EXERCISE AIM
Return each line in the records below that includes "positions".

Collected data entries

::::::::

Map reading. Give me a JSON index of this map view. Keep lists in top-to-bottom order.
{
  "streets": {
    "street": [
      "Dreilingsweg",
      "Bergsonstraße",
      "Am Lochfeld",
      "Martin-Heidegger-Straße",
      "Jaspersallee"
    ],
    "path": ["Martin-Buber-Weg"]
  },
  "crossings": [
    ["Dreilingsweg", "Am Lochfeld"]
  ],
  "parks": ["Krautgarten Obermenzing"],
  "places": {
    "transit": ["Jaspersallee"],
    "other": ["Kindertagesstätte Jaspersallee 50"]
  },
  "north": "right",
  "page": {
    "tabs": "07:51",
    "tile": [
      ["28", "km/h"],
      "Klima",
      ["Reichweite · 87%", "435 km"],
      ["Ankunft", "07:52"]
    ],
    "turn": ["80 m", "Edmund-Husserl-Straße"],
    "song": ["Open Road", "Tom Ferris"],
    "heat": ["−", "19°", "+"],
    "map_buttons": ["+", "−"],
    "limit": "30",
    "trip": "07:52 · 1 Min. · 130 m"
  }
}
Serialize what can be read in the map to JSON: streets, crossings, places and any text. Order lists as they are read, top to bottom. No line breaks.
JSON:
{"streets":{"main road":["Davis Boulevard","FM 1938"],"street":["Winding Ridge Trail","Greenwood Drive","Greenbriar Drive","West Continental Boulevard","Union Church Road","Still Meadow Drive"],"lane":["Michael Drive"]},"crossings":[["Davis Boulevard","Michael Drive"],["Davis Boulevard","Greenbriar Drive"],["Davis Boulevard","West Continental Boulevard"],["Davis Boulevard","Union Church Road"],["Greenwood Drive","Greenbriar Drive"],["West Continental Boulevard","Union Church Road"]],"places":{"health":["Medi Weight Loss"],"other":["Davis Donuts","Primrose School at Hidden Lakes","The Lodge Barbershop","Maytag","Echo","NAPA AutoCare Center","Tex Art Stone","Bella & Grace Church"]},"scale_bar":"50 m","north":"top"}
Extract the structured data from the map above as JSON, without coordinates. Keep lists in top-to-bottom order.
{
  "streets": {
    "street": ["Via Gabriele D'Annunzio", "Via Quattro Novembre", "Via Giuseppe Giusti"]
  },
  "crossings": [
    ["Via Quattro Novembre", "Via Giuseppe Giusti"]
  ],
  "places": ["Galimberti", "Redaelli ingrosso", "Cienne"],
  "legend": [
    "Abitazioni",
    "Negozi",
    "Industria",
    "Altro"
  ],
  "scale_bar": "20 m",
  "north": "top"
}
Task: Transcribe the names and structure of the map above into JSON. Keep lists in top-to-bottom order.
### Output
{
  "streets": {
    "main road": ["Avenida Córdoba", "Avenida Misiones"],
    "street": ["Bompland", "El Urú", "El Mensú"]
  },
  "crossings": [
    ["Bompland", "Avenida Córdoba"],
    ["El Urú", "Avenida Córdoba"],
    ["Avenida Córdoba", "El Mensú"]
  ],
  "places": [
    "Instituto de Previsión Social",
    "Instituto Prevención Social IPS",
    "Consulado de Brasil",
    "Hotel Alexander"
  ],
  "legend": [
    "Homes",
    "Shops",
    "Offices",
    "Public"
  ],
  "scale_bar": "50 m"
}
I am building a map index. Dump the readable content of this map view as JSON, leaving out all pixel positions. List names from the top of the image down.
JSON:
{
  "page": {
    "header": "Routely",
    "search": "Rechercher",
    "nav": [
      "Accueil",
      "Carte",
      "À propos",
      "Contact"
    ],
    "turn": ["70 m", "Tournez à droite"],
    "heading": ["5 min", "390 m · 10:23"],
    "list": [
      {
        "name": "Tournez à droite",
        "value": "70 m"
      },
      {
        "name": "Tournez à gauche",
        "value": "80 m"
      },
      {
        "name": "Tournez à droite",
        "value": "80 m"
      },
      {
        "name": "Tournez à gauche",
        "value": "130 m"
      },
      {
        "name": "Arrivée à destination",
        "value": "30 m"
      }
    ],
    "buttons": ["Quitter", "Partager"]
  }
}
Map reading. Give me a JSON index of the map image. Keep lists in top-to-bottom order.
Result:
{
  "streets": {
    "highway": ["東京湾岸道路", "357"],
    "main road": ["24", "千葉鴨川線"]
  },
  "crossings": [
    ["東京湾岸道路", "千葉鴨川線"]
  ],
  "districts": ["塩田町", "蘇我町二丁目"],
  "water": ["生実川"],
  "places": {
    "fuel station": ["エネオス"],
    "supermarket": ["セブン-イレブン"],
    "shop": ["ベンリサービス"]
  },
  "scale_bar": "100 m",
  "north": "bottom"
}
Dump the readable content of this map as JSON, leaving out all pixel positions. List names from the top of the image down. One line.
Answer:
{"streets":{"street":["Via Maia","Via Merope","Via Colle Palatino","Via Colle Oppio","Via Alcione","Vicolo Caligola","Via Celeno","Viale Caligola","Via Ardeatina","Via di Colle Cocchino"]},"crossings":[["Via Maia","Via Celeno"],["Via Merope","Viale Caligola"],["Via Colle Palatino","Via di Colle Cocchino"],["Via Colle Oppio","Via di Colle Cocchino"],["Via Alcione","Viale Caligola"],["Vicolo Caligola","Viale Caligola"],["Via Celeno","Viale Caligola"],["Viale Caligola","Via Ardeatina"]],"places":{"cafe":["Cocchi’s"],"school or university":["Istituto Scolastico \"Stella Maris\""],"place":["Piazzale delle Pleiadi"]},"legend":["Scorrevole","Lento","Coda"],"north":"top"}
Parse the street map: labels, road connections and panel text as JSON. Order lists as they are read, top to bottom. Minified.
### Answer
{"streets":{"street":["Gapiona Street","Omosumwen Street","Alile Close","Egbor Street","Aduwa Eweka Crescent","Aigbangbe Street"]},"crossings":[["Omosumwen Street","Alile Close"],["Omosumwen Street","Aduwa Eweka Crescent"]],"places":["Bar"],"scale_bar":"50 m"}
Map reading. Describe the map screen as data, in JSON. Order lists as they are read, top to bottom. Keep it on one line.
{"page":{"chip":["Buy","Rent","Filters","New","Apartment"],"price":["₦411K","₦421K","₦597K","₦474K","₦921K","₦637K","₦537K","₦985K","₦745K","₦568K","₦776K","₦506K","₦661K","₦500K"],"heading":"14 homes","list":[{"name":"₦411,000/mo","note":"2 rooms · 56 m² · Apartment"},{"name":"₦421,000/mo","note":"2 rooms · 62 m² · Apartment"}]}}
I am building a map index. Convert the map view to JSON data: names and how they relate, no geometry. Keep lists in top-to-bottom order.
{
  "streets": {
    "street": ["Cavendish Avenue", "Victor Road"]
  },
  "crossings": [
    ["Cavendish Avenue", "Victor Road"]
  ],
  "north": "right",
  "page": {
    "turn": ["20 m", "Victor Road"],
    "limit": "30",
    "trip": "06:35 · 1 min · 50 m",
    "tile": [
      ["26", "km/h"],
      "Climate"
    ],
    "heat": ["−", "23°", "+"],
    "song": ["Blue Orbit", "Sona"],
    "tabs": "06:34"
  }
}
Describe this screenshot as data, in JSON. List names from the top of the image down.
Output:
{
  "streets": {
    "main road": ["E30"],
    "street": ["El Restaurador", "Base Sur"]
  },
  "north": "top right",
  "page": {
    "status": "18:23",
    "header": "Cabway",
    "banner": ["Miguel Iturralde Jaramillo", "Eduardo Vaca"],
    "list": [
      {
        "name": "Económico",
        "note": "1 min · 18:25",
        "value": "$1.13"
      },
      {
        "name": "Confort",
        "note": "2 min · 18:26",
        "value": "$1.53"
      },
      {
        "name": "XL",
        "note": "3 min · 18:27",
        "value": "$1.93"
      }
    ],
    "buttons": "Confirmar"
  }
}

::::::::

ANSWER
I am building a map index. Dump the readable content of this map view as JSON, leaving out all pixel positions. List names from the top of the image down.
Dump the readable content of this map as JSON, leaving out all pixel positions. List names from the top of the image down. One line.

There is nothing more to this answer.